月影
おかしすぎて、思わず噴き出したように笑ってしまう。


それってプロポーズなんだかどうなんだかもわかんないけど、でも、ジルは真剣そうだった。


アユちゃんの学費は親が出しているらしいが、それだけのことしかしていないらしい。


だからきっと、ジルはこれらもマサくんを助けてあげたいのだと思う。


とても彼らしくて、あたしはきっと、そういうジルが好きなのだろう。



「良いんじゃないかな、それで。」


「何か適当だなぁ、それ。
俺、珍しく普通にお前のこと口説いてんだけどね?」


「テレてんの?」


「あぁ、そんな感じかも。

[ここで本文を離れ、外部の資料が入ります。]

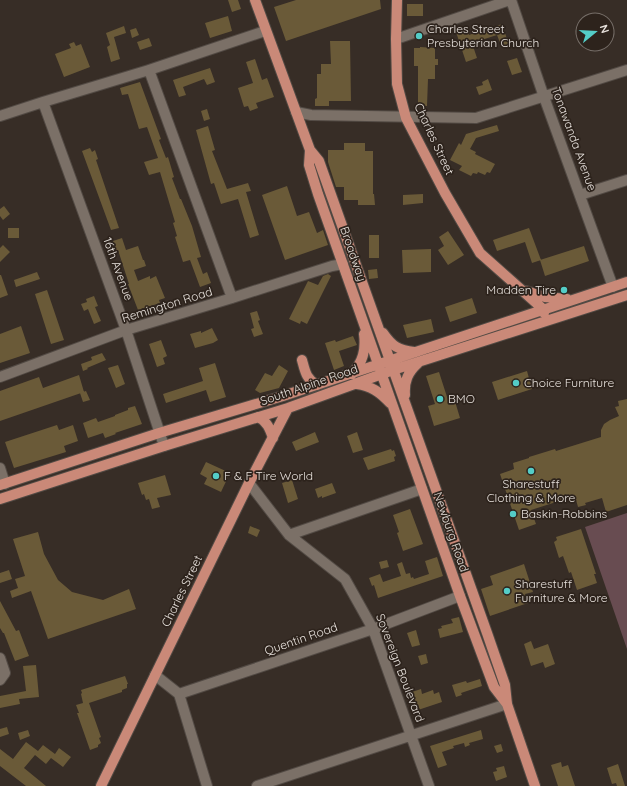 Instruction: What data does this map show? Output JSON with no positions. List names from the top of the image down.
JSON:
{
  "streets": {
    "main road": [
      "Charles Street",
      "Broadway",
      "South Alpine Road",
      "Newburg Road"
    ],
    "street": [
      "Tonawanda Avenue",
      "16th Avenue",
      "Remington Road",
      "Quentin Road",
      "Sovereign Boulevard"
    ]
  },
  "crossings": [
    ["Charles Street", "South Alpine Road"],
    ["Charles Street", "Sovereign Boulevard"],
    ["Tonawanda Avenue", "South Alpine Road"],
    ["Broadway", "Remington Road"],
    ["Broadway", "South Alpine Road"],
    ["Broadway", "Newburg Road"],
    ["16th Avenue", "Remington Road"],
    ["16th Avenue", "South Alpine Road"],
    ["South Alpine Road", "Newburg Road"],
    ["Newburg Road", "Quentin Road"],
    ["Quentin Road", "Sovereign Boulevard"]
  ],
  "places": [
    "Charles Street Presbyterian Church",
    "Madden Tire",
    "Choice Furniture",
    "BMO",
    "Sharestuff Clothing & More",
    "F & F Tire World",
    "Baskin-Robbins",
    "Sharestuff Furniture & More"
  ],
  "north": "right"
} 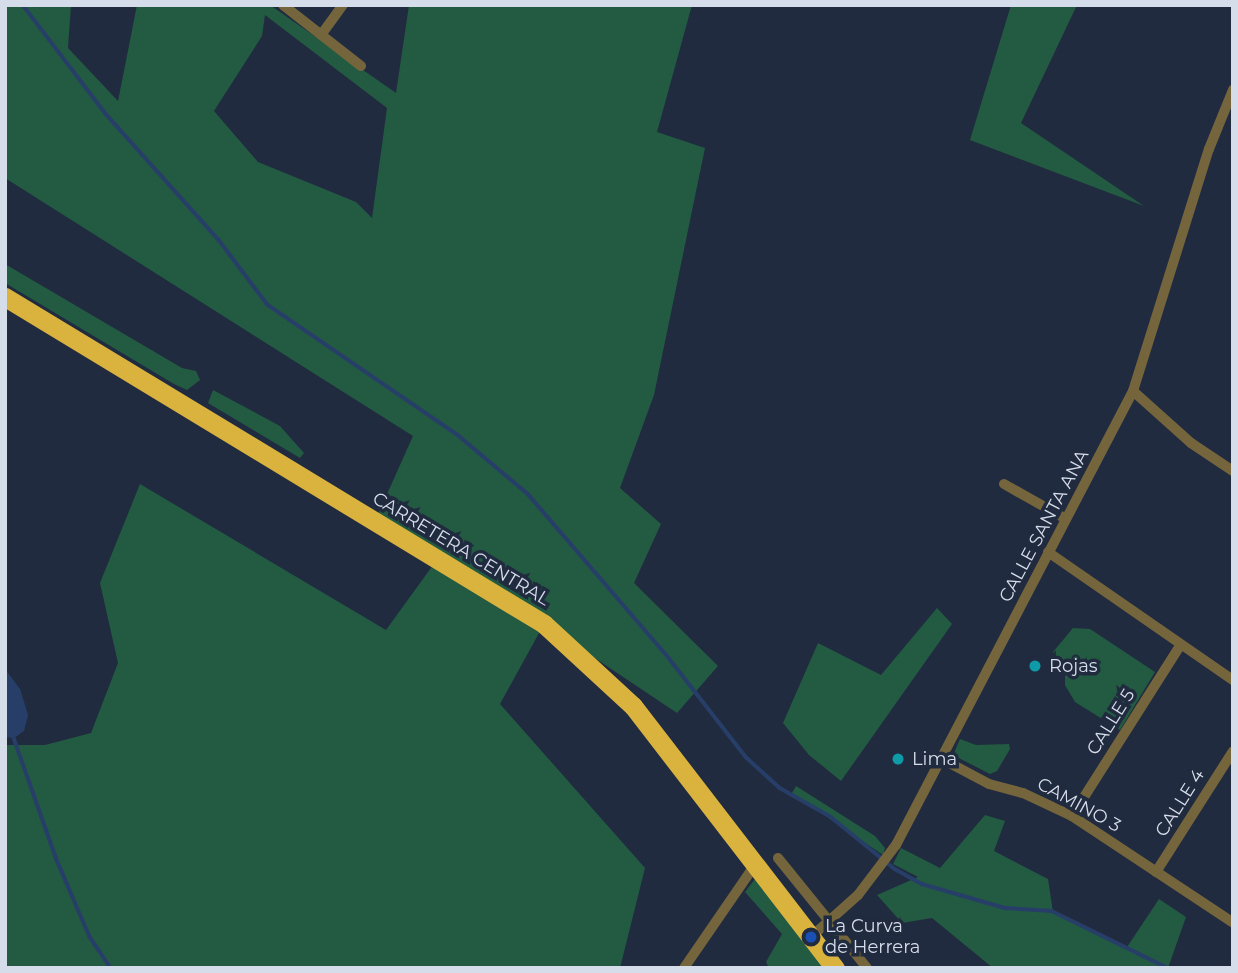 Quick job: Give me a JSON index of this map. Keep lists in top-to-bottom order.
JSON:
{
  "streets": {
    "highway": ["CARRETERA CENTRAL"],
    "street": [
      "CALLE SANTA ANA",
      "CALLE 5",
      "CALLE 4",
      "CAMINO 3"
    ]
  },
  "crossings": [
    ["CALLE SANTA ANA", "CARRETERA CENTRAL"],
    ["CALLE SANTA ANA", "CAMINO 3"],
    ["CALLE 5", "CAMINO 3"],
    ["CALLE 4", "CAMINO 3"]
  ],
  "places": ["Rojas", "Lima", "La Curva de Herrera"]
} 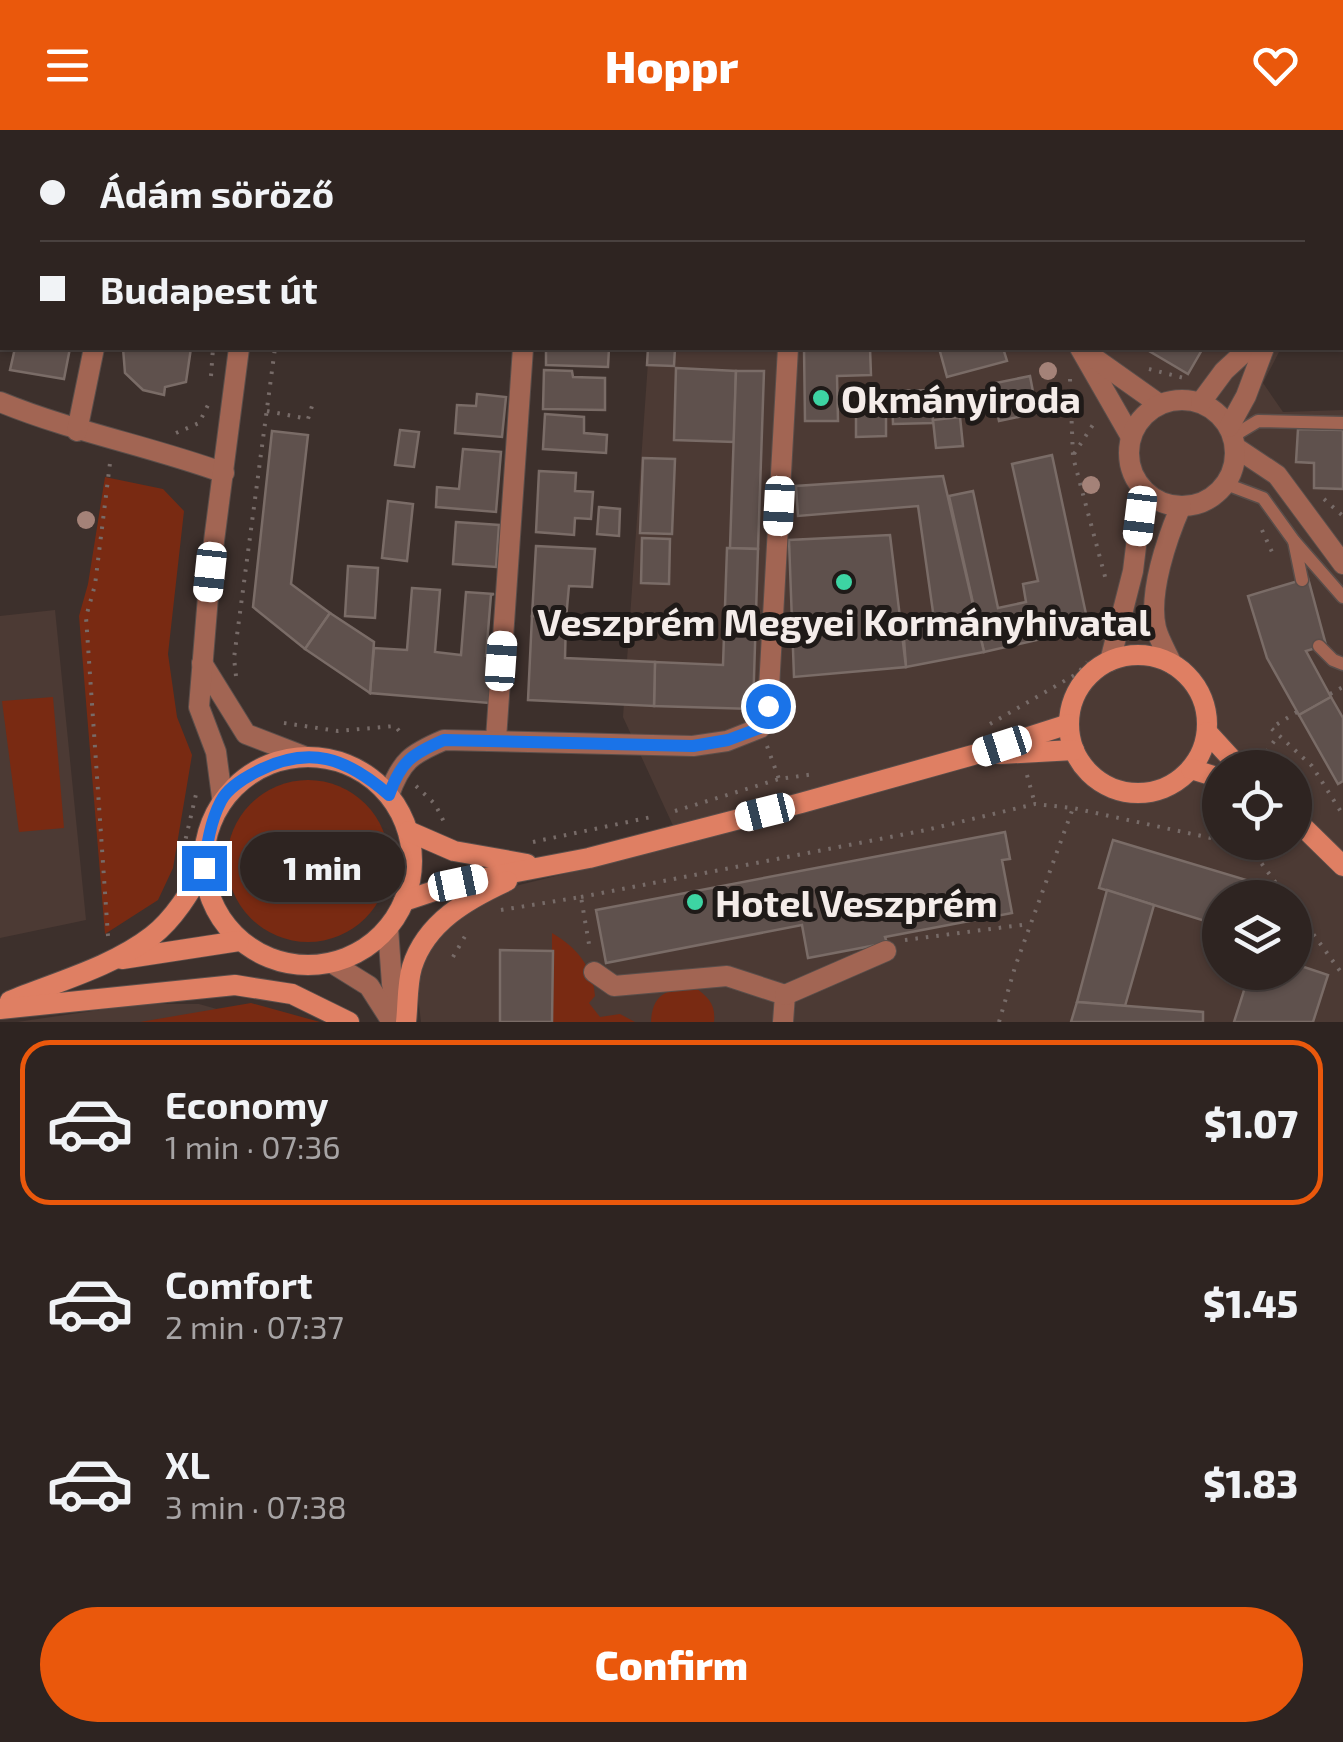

」


だけどもジルは、表情ひとつ変えることはない。



「俺はさ、この通りろくでもないわけだし、女とまともに付き合ったことねぇから、多分お前は苦労すると思うんだけどね?
でも困ったことに、俺、お前のことが一番大事なんだわ。」


「…何でそこで困るのよ。」


そうだった、と彼は笑う。


あたしは少々呆れてしまい、でも嬉しくて、「馬鹿じゃん。」と言ってやった。


恐ろしくスローだが、あたし達は自分たちのペースを保ちながら、進んでいる。


どちらかに頼ろうとは思わないけど、ふと疲れて立ち止まった時には、隣に相手がちゃんと居ることに気付くのだ。


だから別に一緒に暮らすという発想もなく、でも、多分ずっと一緒に居るのだろうと思う。